#### [What this task involves]
Across the listing that follows, establish how many lines contain the string "service" and provide that number by itself.

#### [Records for this task]
· · · · · · ·
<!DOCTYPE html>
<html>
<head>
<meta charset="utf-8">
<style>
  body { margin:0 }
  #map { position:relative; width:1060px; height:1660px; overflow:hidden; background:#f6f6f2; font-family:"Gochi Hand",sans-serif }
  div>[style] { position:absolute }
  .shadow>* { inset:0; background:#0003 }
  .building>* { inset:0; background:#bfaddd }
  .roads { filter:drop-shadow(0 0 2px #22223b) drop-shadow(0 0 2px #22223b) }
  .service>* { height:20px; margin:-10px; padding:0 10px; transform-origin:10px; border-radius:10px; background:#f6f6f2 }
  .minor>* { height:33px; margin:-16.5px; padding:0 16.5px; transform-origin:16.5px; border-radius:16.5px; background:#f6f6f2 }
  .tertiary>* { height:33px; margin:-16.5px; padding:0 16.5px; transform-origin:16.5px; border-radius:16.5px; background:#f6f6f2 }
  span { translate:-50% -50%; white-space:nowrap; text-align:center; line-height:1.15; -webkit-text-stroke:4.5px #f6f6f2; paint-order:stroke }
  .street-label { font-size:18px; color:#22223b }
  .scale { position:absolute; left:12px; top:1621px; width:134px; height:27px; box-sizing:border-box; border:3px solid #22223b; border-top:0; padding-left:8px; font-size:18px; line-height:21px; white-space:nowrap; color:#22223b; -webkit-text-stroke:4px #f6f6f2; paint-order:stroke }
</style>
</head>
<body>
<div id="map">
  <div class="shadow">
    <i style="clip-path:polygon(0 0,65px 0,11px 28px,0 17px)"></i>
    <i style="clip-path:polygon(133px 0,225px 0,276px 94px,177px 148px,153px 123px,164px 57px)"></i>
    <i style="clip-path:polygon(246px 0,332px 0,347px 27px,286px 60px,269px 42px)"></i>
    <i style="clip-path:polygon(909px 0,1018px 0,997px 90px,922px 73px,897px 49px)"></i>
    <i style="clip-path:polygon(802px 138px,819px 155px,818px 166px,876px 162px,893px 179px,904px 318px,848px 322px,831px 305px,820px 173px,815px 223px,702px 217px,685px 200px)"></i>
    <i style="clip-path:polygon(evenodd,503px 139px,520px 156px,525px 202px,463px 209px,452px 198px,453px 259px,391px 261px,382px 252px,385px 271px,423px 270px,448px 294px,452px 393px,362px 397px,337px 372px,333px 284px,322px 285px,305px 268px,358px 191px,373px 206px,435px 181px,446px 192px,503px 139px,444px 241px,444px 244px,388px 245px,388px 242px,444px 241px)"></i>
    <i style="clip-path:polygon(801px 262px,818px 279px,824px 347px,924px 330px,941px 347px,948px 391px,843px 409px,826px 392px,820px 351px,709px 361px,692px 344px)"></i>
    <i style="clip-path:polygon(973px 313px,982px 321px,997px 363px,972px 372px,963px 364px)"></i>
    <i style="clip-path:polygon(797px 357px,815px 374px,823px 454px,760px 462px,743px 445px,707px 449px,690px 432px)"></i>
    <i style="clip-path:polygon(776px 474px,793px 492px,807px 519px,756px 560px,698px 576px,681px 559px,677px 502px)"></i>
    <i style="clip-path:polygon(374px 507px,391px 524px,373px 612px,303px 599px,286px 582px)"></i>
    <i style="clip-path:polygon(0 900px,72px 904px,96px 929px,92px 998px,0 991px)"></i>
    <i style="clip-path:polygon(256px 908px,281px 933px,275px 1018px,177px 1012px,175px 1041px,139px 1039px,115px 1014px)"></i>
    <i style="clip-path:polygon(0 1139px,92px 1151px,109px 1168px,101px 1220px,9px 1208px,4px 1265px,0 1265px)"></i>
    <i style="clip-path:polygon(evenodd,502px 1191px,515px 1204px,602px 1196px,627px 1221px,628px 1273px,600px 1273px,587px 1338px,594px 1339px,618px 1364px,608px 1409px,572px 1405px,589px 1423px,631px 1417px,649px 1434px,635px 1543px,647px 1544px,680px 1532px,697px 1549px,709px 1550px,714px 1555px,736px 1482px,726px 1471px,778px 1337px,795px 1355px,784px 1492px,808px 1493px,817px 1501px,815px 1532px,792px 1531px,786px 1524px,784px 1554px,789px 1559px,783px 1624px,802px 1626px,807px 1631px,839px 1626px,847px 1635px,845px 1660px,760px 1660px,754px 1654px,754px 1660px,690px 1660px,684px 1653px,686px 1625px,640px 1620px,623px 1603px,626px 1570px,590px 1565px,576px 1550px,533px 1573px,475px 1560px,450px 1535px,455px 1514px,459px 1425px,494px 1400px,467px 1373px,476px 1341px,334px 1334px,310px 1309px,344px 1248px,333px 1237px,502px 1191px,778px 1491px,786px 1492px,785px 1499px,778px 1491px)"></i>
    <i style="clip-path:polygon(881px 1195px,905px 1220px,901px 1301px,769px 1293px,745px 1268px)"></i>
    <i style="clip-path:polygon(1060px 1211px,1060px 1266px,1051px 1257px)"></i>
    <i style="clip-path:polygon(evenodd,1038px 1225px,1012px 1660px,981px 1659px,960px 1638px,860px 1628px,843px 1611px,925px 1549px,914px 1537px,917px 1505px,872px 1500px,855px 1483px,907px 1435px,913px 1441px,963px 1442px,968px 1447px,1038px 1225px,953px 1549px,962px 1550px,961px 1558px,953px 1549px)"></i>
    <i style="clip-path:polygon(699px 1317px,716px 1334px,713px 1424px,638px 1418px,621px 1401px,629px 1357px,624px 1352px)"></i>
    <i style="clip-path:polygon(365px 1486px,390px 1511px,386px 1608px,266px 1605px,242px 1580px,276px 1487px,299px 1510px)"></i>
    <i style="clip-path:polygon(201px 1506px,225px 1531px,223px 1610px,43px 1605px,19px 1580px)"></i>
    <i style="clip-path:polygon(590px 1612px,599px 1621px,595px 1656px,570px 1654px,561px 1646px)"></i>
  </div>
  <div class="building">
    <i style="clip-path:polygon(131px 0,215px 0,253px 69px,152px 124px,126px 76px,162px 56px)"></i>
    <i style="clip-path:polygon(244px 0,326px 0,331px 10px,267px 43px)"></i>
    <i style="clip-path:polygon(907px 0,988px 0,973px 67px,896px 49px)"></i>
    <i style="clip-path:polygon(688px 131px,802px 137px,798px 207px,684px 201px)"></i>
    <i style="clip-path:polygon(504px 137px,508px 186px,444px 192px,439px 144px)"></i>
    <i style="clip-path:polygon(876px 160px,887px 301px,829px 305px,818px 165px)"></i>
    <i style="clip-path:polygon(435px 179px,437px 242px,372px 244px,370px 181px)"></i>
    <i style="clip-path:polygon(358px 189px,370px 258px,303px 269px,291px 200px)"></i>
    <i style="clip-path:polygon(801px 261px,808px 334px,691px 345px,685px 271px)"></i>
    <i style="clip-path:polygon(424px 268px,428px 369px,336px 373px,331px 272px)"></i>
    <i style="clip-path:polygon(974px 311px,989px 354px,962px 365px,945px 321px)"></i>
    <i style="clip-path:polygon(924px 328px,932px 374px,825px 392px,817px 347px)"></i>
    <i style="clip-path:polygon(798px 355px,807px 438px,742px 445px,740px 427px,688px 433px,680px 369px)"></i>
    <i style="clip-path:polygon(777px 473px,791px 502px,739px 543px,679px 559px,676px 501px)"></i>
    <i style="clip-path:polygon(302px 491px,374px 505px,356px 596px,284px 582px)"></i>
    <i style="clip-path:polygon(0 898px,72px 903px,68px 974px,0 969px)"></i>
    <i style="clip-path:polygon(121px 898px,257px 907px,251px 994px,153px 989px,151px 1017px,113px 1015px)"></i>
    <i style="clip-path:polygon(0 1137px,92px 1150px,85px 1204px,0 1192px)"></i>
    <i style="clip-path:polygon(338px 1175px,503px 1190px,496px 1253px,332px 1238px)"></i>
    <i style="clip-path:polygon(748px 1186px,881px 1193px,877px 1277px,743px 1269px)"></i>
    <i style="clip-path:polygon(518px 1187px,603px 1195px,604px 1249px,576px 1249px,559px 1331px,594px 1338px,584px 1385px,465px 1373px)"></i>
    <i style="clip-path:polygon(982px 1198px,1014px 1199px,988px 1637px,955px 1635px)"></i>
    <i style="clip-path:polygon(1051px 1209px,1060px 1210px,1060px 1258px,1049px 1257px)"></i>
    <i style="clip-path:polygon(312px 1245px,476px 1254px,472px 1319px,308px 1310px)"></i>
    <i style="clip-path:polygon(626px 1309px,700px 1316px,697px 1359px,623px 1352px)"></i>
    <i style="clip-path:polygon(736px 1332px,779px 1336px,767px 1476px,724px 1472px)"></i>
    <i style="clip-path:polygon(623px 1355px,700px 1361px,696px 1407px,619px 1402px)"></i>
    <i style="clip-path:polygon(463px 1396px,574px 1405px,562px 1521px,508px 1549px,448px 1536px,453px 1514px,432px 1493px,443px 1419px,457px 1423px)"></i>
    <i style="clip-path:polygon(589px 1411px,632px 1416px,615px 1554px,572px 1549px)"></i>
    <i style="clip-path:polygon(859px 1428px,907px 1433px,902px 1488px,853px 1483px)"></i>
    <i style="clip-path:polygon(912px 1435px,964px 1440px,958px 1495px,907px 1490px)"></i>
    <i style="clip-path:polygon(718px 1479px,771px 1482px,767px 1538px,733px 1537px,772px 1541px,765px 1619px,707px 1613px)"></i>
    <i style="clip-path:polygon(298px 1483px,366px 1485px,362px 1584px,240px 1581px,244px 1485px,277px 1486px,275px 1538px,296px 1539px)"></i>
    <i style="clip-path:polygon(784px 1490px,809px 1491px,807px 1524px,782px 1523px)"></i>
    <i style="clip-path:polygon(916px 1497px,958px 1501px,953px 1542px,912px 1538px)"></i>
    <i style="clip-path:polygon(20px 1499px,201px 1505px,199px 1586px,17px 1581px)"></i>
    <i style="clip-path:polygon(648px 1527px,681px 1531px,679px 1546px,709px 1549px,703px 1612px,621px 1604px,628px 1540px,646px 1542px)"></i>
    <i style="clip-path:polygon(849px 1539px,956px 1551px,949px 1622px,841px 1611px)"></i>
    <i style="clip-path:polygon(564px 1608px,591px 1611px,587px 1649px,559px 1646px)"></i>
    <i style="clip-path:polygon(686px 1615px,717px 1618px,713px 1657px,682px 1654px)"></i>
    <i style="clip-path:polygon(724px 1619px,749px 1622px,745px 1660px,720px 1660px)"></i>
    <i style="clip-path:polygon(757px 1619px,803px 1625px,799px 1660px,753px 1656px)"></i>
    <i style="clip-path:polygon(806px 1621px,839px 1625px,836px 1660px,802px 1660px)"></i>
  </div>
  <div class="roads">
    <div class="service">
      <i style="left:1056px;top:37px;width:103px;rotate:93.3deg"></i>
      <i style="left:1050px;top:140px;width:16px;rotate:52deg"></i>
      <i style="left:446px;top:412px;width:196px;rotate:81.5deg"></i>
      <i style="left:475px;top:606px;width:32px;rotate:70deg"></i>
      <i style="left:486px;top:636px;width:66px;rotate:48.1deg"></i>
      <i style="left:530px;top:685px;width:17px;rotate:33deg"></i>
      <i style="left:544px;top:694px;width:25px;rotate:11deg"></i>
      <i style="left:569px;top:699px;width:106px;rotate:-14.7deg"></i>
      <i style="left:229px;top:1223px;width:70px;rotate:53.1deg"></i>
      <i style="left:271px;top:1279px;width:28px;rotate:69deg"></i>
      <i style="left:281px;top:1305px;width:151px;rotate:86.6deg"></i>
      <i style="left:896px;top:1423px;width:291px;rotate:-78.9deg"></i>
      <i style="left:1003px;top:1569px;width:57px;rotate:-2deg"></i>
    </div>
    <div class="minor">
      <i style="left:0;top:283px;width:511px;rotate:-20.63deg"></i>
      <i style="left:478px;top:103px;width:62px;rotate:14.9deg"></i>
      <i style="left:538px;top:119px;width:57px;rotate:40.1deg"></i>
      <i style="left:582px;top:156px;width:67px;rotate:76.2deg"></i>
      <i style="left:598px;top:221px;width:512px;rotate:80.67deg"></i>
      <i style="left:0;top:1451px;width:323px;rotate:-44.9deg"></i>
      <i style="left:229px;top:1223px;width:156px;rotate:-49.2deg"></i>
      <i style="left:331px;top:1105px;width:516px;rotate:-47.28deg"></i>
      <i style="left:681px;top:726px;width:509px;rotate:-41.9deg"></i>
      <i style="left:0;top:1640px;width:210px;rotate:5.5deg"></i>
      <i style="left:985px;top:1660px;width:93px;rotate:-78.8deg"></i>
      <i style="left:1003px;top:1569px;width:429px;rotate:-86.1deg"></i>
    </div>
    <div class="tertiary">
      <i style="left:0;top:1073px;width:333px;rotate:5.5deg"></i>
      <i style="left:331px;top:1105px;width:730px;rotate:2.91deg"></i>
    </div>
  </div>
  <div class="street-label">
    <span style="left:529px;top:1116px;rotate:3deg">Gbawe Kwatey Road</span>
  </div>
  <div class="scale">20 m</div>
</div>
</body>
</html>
· · · · · · ·
#### [Written answer]
2